Extract exactly the lines from the top of the records through the line containing "width:84px; height:84px; fill:#fffc;", and keep pictures out of the copy.

---*---

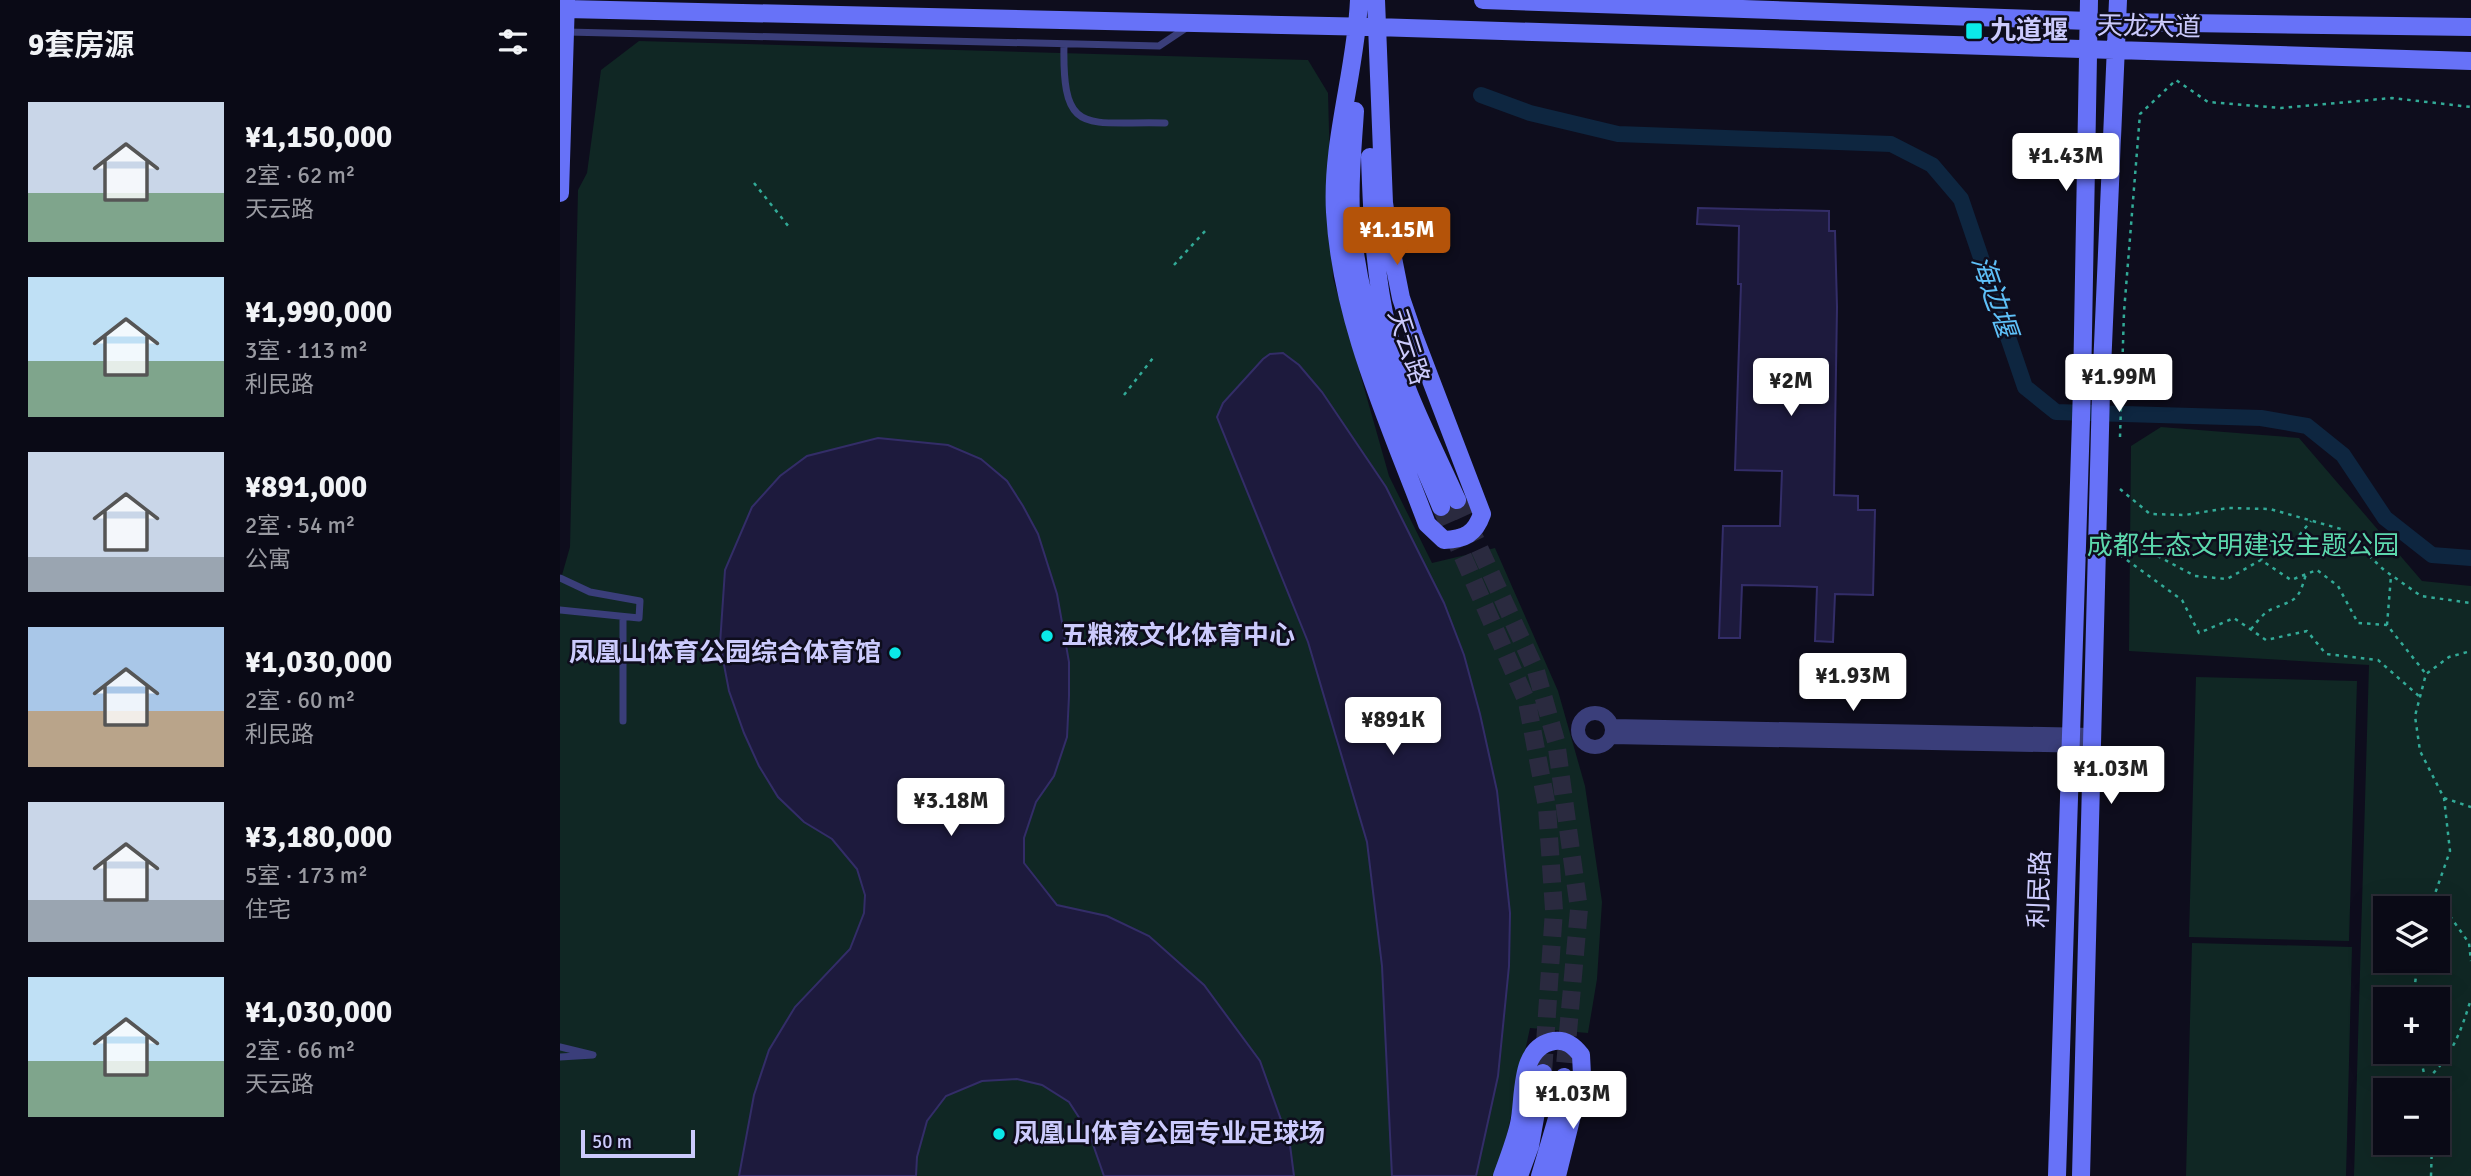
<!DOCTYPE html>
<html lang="zh">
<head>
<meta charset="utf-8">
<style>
  :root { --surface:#0a0a16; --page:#181823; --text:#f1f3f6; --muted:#999aa1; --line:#2a2b35; --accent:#b45309 }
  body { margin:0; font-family:Signika,"Noto Sans SC",sans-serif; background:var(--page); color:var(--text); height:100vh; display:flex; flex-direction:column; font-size:26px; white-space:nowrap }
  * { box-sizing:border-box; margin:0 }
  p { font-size:23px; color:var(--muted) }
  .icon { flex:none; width:38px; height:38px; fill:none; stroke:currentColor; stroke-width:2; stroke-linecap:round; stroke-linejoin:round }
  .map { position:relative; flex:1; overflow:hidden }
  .sheet { display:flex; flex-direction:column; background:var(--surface); width:560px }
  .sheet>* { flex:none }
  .buttons { position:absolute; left:1813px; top:896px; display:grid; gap:14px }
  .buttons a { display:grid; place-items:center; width:77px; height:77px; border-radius:0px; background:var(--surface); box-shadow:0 7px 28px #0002,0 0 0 2px var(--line); font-size:35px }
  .scale { position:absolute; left:21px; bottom:18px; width:114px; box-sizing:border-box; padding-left:7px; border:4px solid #cccbfd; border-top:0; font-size:19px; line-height:24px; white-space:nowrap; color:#cccbfd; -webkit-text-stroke:5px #0e0d1d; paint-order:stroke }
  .price { position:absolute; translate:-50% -60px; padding:0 16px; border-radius:7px; background:#fff; color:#222; font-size:23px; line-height:46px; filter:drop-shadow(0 2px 4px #0008) }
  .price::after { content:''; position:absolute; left:50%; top:42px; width:21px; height:16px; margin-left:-10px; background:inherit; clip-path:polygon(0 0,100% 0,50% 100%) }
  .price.active { background:var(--accent); color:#fff }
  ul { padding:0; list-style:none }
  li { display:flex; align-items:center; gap:21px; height:175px; padding:0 28px }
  li span { display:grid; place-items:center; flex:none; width:196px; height:140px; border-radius:0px; color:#555 }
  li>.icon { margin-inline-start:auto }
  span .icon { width:84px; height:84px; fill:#fffc; stroke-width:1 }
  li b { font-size:30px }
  h2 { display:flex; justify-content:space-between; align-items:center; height:84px; padding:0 28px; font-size:30px }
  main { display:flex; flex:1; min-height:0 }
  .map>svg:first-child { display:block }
</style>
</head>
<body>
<main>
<section class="sheet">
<h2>9套房源<svg class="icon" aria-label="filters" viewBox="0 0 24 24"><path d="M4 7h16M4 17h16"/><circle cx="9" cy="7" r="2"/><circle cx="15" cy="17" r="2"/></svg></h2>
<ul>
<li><span style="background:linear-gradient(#c9d6e8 65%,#7fa58c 0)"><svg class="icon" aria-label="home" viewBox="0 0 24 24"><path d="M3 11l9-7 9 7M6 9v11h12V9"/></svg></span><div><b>¥1,150,000</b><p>2室 · 62 m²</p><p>天云路</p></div></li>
<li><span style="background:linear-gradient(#bfe0f5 60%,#7fa58c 0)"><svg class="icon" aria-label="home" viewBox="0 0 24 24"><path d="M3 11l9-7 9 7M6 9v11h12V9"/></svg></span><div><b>¥1,990,000</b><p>3室 · 113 m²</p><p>利民路</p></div></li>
<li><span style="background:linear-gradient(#c9d6e8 75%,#9aa5b1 0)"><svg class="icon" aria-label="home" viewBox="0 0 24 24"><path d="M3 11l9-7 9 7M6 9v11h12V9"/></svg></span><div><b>¥891,000</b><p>2室 · 54 m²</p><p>公寓</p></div></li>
<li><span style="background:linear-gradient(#a9c7e8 60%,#b9a48a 0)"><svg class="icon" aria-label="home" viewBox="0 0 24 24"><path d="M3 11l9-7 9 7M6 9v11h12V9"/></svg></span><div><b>¥1,030,000</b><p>2室 · 60 m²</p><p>利民路</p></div></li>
<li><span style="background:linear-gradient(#c9d6e8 70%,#9aa5b1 0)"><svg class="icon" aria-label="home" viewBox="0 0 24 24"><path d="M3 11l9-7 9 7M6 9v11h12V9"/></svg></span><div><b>¥3,180,000</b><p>5室 · 173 m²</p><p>住宅</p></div></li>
<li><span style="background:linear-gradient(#bfe0f5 60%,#7fa58c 0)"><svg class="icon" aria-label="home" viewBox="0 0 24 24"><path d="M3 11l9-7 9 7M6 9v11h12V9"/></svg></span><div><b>¥1,030,000</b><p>2室 · 66 m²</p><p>天云路</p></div></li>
</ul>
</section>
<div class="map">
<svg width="1911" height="1176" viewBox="0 0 1911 1176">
  <rect width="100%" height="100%" fill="#0e0d1d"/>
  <path fill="#102724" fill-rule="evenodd" d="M79,41L748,60L768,93L773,278L829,476L872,563L935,548L998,691L1025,786L1042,902L1037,979L1028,1033L970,1028L938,1176H0V582L10,547L18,190L27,173L41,70Z
    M1601,427L1739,438L1862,581L1911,586V1176H1794L1809,665L1569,651L1571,446ZM1825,908H1878V961H1825ZM1825,999H1878V1052H1825ZM1825,1090H1878V1143H1825Z
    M1636,677L1797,681L1789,941L1629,937Z
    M1632,943L1792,947L1786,1176H1626Z"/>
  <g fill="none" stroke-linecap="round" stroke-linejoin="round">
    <path stroke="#0e2640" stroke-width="16" d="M921,95L970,113L1058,134L1331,144L1372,165L1401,199L1465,387L1496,412L1701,418L1747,426L1783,455L1825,518L1872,555L1911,558"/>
  </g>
  <path fill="#1d1a3d" stroke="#332d68" stroke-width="2" d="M1138,208L1269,211V231H1275L1277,307L1274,495L1298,496V510H1315L1313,595L1275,594L1273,642L1255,641L1257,587L1229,586L1182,585L1180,638H1159L1163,526H1220L1222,471L1175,470L1181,284H1178L1179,226L1137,224Z
    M723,353L739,365L762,392L826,487L884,603L904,655L920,714L937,791L950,913L949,966L938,1076L916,1176H832L822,966L807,842L748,642L657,417L663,403L703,359L710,354Z
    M318,438L388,445L421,459L447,481L463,506L478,534L497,594L509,662V696L507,737L494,776L476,802L464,838V863L497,905L547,916L589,936L644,985L700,1061L730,1145L734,1176H544L529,1133L509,1102L482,1085L457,1079L422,1081L386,1096L367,1121L357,1157L356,1176H179L194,1095L209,1050L235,1007L290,949L304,913L305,895L297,869L272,839L244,822L218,797L199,766L184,733L169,691L160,644L165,570L192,507L220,476L247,456Z"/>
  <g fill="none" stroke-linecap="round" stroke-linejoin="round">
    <path stroke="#2a2a3f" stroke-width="18" stroke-dasharray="18 9" stroke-linecap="butt" d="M897,500L976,671L996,741L1019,909L1004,1077
      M881,507L967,702L987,807L994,910L983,1073"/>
    <path stroke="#32aa97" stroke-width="2.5" stroke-dasharray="3.5 5" stroke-linecap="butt" d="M194,183L229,227
      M614,265L646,230
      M564,395L593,358
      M1560,437L1564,312L1580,114L1616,80L1648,102L1721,108L1832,98L1911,107
      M1560,489L1590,514L1625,515L1668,508L1710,509L1781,529L1824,570L1861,596L1911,603
      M1560,536L1635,576L1667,579L1701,560L1731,580L1757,570L1778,586L1798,623L1827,625L1866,674
      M1560,555L1622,600L1639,633L1674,618L1706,640L1747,631L1766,654L1818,660L1860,697
      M1701,560L1707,545L1736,539L1751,521
      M1827,625L1831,576
      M1691,629C1697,622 1704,612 1712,609C1736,599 1738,602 1746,574
      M1884,798L1911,807
      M1875,895L1909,943L1911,961
      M1870,908L1890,851L1884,798L1860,751L1855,716L1866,674L1889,657L1911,651
      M1853,999L1858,961
      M1859,1052L1868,1090
      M1867,1079C1892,1057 1901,1031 1911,999
      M1871,1176L1872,1143"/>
    <path stroke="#3a3e7a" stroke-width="7" d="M7,32L599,46L626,28
      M504,44C502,138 525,121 605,123
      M0,578L30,592L80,601L79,618L0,610
      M63,721V617
      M0,1047L33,1055L0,1057"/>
    <path stroke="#3a3e7a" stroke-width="14" d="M1018 730a17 17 0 1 1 34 0a17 17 0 1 1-34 0Z
      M1052,726L1533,735
      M1051,737L1533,746"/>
    <path stroke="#6772f8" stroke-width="18" d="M799,0C796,71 771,141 775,212C781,321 829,423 867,524L884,540C905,539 915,534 922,514L854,336L841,298L832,253L824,203L816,0
      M923,0L1558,22L1911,27
      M6,9L815,27L1911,61
      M795,111C793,145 789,179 791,213C796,317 842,413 881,507
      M810,157C812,214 814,271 827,327C841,386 872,444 897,500
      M0,193L6,0
      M942,1176C948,1159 955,1142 959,1124C965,1097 958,1047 994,1041C1006,1039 1014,1046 1021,1055L1022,1075L997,1176
      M959,1176L970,1146L983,1073
      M980,1176L998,1115L1004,1077
      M1497,1176L1522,388L1529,0
      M1521,1176L1541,391L1558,0"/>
  </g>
  <g fill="#0be9e9" stroke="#0e0d1d" stroke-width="2.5">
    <rect x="1405" y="22" width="18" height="18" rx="3.5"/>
    <circle cx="487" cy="636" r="7"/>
    <circle cx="335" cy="653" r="7"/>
    <circle cx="439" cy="1134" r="7"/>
  </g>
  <g text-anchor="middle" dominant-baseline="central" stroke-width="5" stroke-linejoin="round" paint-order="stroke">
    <g font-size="26" fill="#cccbfd" stroke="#0e0d1d">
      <text transform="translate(1589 27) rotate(1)">天龙大道</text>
      <text transform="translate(848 347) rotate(72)">天云路</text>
      <text transform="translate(1480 889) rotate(-88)">利民路</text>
    </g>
    <g font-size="26" font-weight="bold" fill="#cccbfd" stroke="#0e0d1d" text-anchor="start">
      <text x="1430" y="31">九道堰</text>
      <text x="501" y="636">五粮液文化体育中心</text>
      <text x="321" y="653" text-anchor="end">凤凰山体育公园综合体育馆</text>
      <text x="453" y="1134">凤凰山体育公园专业足球场</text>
    </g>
    <g font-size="26" fill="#5cd8ad" stroke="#0e0d1d">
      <text x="1683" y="546">成都生态文明建设主题公园</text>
    </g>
    <g font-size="28" font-style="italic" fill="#5ec0f8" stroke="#0e0d1d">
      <text transform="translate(1434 296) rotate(71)">海边堰</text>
    </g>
  </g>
</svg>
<div class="buttons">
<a><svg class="icon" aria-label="layers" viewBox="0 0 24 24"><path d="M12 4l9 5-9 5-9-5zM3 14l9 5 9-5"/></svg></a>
<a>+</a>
<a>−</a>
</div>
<div class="scale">50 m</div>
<b class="price" style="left:1506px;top:193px">¥1.43M</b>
<b class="price active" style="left:837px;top:267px">¥1.15M</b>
<b class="price" style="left:1559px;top:414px">¥1.99M</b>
<b class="price" style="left:1231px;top:418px">¥2M</b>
<b class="price" style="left:1293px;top:713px">¥1.93M</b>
<b class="price" style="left:833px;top:757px">¥891K</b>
<b class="price" style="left:1551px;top:806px">¥1.03M</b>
<b class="price" style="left:391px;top:838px">¥3.18M</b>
<b class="price" style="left:1013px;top:1131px">¥1.03M</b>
</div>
</main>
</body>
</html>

---*---

→ **TASK ANSWER**:
<!DOCTYPE html>
<html lang="zh">
<head>
<meta charset="utf-8">
<style>
  :root { --surface:#0a0a16; --page:#181823; --text:#f1f3f6; --muted:#999aa1; --line:#2a2b35; --accent:#b45309 }
  body { margin:0; font-family:Signika,"Noto Sans SC",sans-serif; background:var(--page); color:var(--text); height:100vh; display:flex; flex-direction:column; font-size:26px; white-space:nowrap }
  * { box-sizing:border-box; margin:0 }
  p { font-size:23px; color:var(--muted) }
  .icon { flex:none; width:38px; height:38px; fill:none; stroke:currentColor; stroke-width:2; stroke-linecap:round; stroke-linejoin:round }
  .map { position:relative; flex:1; overflow:hidden }
  .sheet { display:flex; flex-direction:column; background:var(--surface); width:560px }
  .sheet>* { flex:none }
  .buttons { position:absolute; left:1813px; top:896px; display:grid; gap:14px }
  .buttons a { display:grid; place-items:center; width:77px; height:77px; border-radius:0px; background:var(--surface); box-shadow:0 7px 28px #0002,0 0 0 2px var(--line); font-size:35px }
  .scale { position:absolute; left:21px; bottom:18px; width:114px; box-sizing:border-box; padding-left:7px; border:4px solid #cccbfd; border-top:0; font-size:19px; line-height:24px; white-space:nowrap; color:#cccbfd; -webkit-text-stroke:5px #0e0d1d; paint-order:stroke }
  .price { position:absolute; translate:-50% -60px; padding:0 16px; border-radius:7px; background:#fff; color:#222; font-size:23px; line-height:46px; filter:drop-shadow(0 2px 4px #0008) }
  .price::after { content:''; position:absolute; left:50%; top:42px; width:21px; height:16px; margin-left:-10px; background:inherit; clip-path:polygon(0 0,100% 0,50% 100%) }
  .price.active { background:var(--accent); color:#fff }
  ul { padding:0; list-style:none }
  li { display:flex; align-items:center; gap:21px; height:175px; padding:0 28px }
  li span { display:grid; place-items:center; flex:none; width:196px; height:140px; border-radius:0px; color:#555 }
  li>.icon { margin-inline-start:auto }
  span .icon { width:84px; height:84px; fill:#fffc; stroke-width:1 }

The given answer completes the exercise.